Project4 Face Keypoint Detection with Neural Networks

Zhenkai Han

Overview

In this project, I learned how to do auto face detection with neural networks. With large amount of data, I can build a model to do decent face detection.

Part 1: Nose Tip Detection

I wrote my own little tool to parse all landmarks from IMM Face Database. Though I only need landmarks of nose tip in part 1, but it is useful in next part. I converted all face photos into grayscale (one channel only) and convert image pixel values in range -0.5 to 0.5. After that, I resized the photos into width 80 and height 60. Each pixel had only one channel. For neural network's convenience, I added one dummy dimension so that the photo shape was 1*60*80. The following images was from my dataloader.

image with with the ground-truth nose keypoint (green)
image with with the ground-truth nose keypoint (green)
image with with the ground-truth nose keypoint (green)
image with with the ground-truth nose keypoint (green)

Then I followed the instructions and built a neural network with Pytorch. I split dataset into train set and validation set. I measured the accuracy of the neural network with mean squared error loss (lower is better) and optimized it with Adam. After a quick training (thanks to my GPU GTX 970), the model could tell me where is the nose tip of a face.

The MSE of training rapidly decreased in first several epochs and be closed to validation MSE. However, validation MSE is greater than training MSE in following epochs which implied overfitting.

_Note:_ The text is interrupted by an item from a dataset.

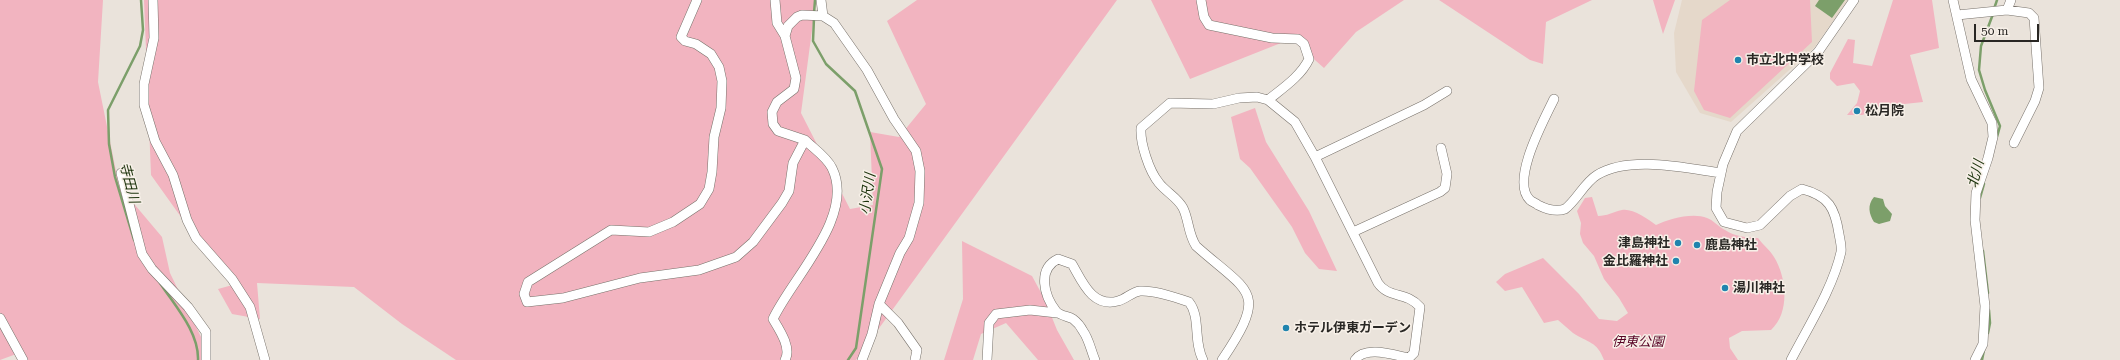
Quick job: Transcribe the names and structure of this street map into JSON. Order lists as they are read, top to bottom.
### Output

I picked some images from validation dataset. These two are good:

image with prediction keypoint (red) and the ground-truth keypoint (green). Full frontal face
image with prediction keypoint (red) and the ground-truth keypoint (green). Full frontal face

These following two are bad. Obviously, these two face were rotated and my neural network didn't realize it. Since this IMM face Database is too small and most of faces are full frontal, my neural network failed in those cases. Need more images with larger size!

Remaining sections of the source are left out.